Retail giants are pausing inventory, and consumers are saving their money during the pandemic. Governments are allowing essential commodities to continue and planning to open retail stores in the future. Entrepreneur reported essential products to compose a small percentage in India’s online retail industry, which is around $60 billion. Logistics and production have halted, and companies are scrambling to solve this issue.
In a first-hand look, Forbes interviewed London-based fashion designer Steven Tai and stranded at the garment factory in Macau. In his lockdown, he has 2 out of 12 sewists in the factory to generate his designs for Paris Fashion Week. As he presented his collection, he noticed that there was half the number of buyers as usual. Like Steven, other designers have adapted to the new supply chain method and match the demand with their current resources.
Steven created a creative approach to the lockdown. To reach 50% of the buyers in lockdown, he used a lazy susan turntable to create gifs of the looks, essentially creating a virtual look book. Thus, the virtual look book produced half of the orders. Traditional supply chain methods have faulted, but newer digital approaches can help designers to sell to their consumers stuck inside their homes
While brands adjust their production strategies, the garment workers face economic hardship. Fashion Revolution highlight the workers’ livelihood when factories cannot provide them with their job anymore. As companies are canceling their orders and halting payments, factories destroyed their products and laying off workers for the lack of demand. While companies strategize new ways to sell, factory workers are left wondering if they will return to a job.
Helping factory workers is a top priority for fashion brands because they produce labor and materials. A non-profit, Garment Worker Center, in Los Angeles, helps thousands of low paid workers, such as the immigrant, women of color, and their families. The center created a COVID-19 fund for workers affected by the disease. As non-profits assist the garment workers, fashion brands need to match this effort by providing economic support and creating a program to replace their job.

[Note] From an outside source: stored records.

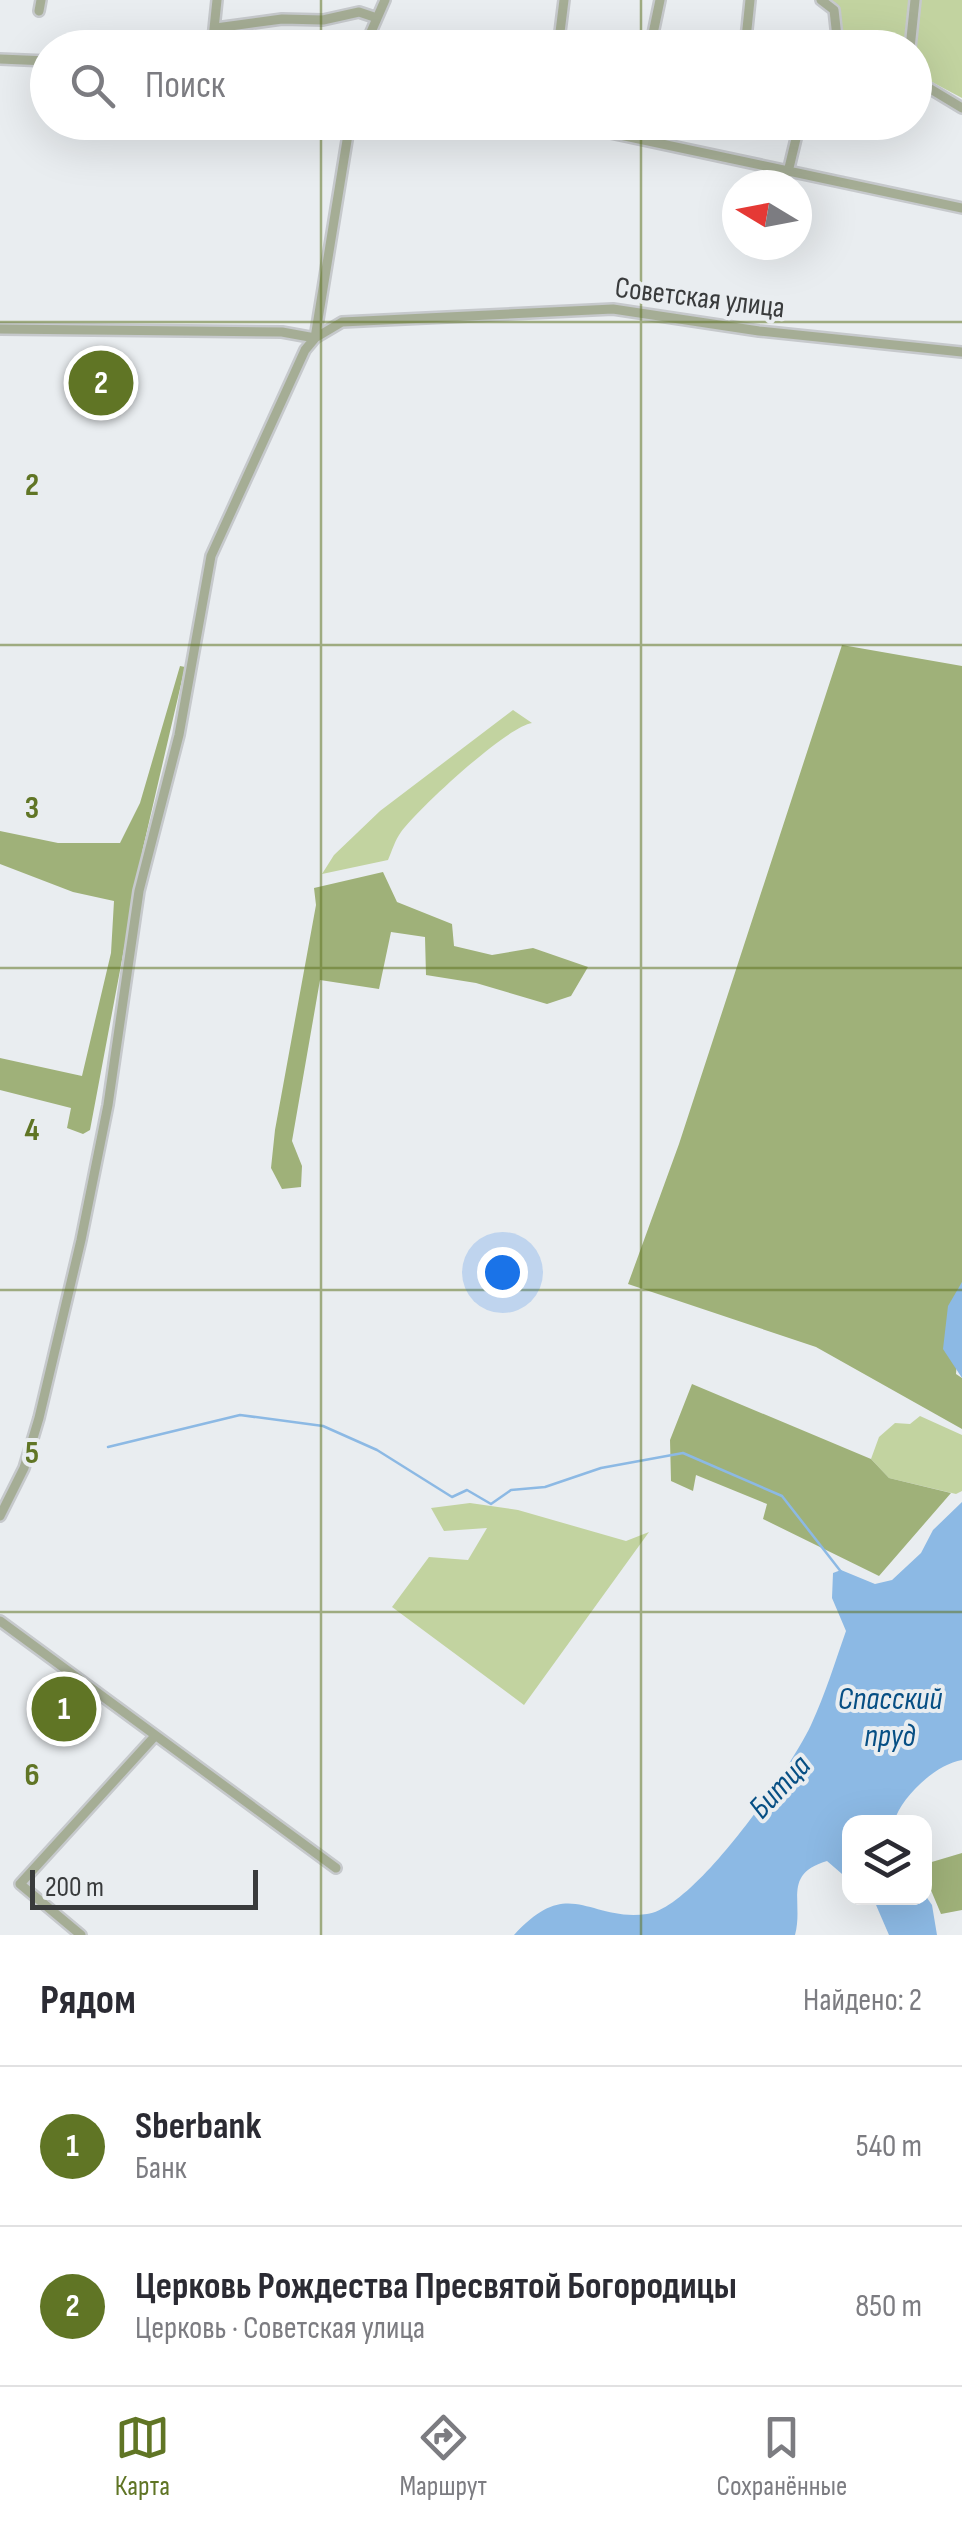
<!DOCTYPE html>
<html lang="ru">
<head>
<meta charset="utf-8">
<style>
	body { margin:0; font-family:"Sofia Sans Condensed",sans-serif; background:#f7f7f7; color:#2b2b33 }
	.controls { position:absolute; right:30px; bottom:30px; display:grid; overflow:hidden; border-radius:20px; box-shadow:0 10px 40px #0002 }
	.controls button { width:90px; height:90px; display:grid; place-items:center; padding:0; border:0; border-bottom:2px solid #e1e1e2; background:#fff; color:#2b2b33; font:50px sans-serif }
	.compass { position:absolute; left:722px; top:170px; width:90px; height:90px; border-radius:50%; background:#fff; box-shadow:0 10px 40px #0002; rotate:280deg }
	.scale { position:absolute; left:30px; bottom:25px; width:228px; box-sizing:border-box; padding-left:10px; border:5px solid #393b3c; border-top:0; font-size:28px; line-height:35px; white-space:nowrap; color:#393b3c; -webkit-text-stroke:8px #e9edf0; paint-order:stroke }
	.you { position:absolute; left:502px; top:1272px; width:35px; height:35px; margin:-25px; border:8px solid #fff; border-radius:50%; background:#1a73e8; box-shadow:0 0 0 15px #1a73e833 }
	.badge { display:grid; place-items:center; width:65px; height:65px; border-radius:50%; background:#607525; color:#fff; font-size:32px; font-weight:700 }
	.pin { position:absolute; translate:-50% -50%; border:5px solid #fff; box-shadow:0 2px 10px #0006 }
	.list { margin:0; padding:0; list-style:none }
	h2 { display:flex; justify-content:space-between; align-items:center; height:130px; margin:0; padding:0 40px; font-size:42px }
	h2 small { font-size:32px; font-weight:400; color:#7c7c81 }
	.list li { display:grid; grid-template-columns:65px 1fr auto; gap:30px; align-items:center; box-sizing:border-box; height:160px; padding:0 40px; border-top:2px solid #e1e1e2 }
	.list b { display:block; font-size:38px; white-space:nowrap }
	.list p { margin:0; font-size:32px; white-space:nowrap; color:#7c7c81 }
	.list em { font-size:32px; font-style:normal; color:#7c7c81 }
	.icon { flex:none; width:55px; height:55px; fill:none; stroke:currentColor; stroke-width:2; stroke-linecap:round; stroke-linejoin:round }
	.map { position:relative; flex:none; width:962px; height:1935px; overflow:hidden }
	.search { position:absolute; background:#fff; box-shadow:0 10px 40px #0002; left:30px; right:30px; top:30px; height:110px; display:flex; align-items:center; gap:25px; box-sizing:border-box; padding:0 35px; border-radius:55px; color:#7c7c81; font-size:38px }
	.sheet { height:450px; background:#fff }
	nav { display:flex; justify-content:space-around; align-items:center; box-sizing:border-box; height:140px; border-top:2px solid #e1e1e2; background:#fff; font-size:28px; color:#7c7c81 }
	nav a { display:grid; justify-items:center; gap:5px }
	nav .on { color:#607525 }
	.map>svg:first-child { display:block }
</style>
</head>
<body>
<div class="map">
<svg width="962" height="1935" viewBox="0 0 962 1935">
	<rect width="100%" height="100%" fill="#e9edf0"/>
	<path fill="#c2d3a0" d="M831,0H962V98L915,73L914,48L866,47L836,31Z
		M513,710L532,723C506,727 419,808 401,832C395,840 392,851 388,860L322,874L334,855L380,811Z
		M920,1416L962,1435V1491L956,1494L889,1478L871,1459L879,1437L895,1423L910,1424Z
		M470,1503L518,1510L626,1541L649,1532L524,1705L392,1607L429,1557L468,1560L487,1528L444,1531L431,1508Z"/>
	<path fill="#9fb179" d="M842,645L962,666V1282L956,1374L962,1378V1429L816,1347L628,1284L679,1144Z
		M180,666L185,667L143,848L90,1130L83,1134L67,1128L71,1108L0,1090V1058L82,1076L111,953L114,901L73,892L0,864V831L58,843H120L140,803Z
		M383,872L397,902L452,924L454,946L492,955L533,948L588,967L571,996L547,1004L476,983L426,975L425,937L391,932L379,989L320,980L292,1141L302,1166L301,1187L282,1189L271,1168L275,1130L316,905L314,888Z
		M692,1384L871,1459L889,1478L951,1493L879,1576L763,1519L767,1504L696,1475L693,1491L671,1481L670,1440Z
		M962,1853V1910L941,1914L925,1876V1864Z"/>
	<path fill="#8cb9e4" d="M962,1282V1378L943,1349L948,1306Z
		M962,1502V1760C936,1764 901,1797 894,1822H850L849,1880L827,1861C782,1874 804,1902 795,1935H514C570,1874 588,1922 647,1914C695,1908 791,1768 811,1725C825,1695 835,1662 846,1631L832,1598L833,1573L841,1570L875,1584L892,1580L921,1553L933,1530Z
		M925,1895L932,1905L937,1935H889L873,1898Z"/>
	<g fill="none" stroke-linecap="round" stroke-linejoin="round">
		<path stroke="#8cb9e4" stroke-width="2.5" d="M108,1447L240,1415L323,1426L377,1450L452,1497L467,1490L491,1504L511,1490L545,1487L601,1468L683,1453L782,1496L842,1573"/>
		<g stroke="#c6c9cc" stroke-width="14">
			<path id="minor" d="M821,0L834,10L837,37L856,48
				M39,11L41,0
				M216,28L282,19L323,20L359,12L377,18
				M212,48L217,0
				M364,48L385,0
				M558,48L564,0
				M650,48L660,0
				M745,48L750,0
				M910,48L915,0
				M0,59L48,61
				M914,79L962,108
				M559,122L962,208
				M788,172L800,122
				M0,329L282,332L315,338L350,122
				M0,1516L24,1468L39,1418L81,1240L108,1105L139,891L179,735L211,556L305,350L315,338L342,322L613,309L759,331L962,352
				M0,1621L336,1868
				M81,1935L20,1884L155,1736"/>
		</g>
		<use href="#minor" stroke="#a5ad95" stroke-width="9"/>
	</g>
	<path fill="none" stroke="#607525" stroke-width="2.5" stroke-opacity="0.55" d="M321,0V48M641,0V48M321,122V1935M641,122V1935M0,322H962M0,645H962M0,968H962M0,1290H962M0,1612H962"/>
	<g text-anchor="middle" stroke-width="8" stroke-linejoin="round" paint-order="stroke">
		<g font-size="30" fill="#393b3c" stroke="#e9edf0">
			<text transform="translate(700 297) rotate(7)" y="10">Советская улица</text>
		</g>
		<g font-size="32" font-style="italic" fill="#074f84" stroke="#e9edf0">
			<text x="890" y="1709">Спасский<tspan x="890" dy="37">пруд</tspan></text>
			<text transform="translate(779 1786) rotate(-47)" y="11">Битца</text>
		</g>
	</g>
	<g font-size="32" text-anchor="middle" font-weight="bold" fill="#607525" stroke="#e9edf0" stroke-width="8" stroke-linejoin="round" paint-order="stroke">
		<text x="32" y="495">2</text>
		<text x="32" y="818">3</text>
		<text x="32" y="1140">4</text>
		<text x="32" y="1463">5</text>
		<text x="32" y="1785">6</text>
	</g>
</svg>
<div class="controls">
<button><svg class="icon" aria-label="layers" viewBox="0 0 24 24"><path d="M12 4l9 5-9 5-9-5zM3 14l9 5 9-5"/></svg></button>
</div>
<svg class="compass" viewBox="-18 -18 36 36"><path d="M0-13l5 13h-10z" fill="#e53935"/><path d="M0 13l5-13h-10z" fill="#7c7c81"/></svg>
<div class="scale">200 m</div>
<div class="you"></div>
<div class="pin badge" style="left:64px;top:1709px">1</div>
<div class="pin badge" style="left:101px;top:383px">2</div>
<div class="search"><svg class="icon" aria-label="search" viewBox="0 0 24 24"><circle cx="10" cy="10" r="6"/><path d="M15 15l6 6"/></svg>Поиск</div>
</div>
<section class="sheet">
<h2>Рядом<small>Найдено: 2</small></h2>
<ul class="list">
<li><span class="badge">1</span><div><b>Sberbank</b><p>Банк</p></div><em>540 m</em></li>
<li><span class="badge">2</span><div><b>Церковь Рождества Пресвятой Богородицы</b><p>Церковь · Советская улица</p></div><em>850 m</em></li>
</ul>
</section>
<nav>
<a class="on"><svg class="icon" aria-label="map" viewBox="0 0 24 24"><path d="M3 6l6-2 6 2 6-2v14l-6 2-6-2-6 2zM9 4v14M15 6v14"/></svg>Карта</a>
<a><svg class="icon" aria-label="directions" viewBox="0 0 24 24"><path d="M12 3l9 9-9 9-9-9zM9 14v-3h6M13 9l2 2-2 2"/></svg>Маршрут</a>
<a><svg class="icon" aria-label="saved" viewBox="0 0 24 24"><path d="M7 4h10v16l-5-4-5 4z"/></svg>Сохранённые</a>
</nav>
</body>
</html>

Although brands adjust to the economic crisis, The Guardian reported that UK retailer Primark announced it would create a fund to pay its supply chain workers. However, some question whether the brand received or paid for orders in production from its factories. Unclear, it is beautiful to see some attention for garment workers, and brands will hopefully create funds and support their workers with any needs. Solving supply chain methods in the pandemic is essential, but brands need to put the lives of their workers first.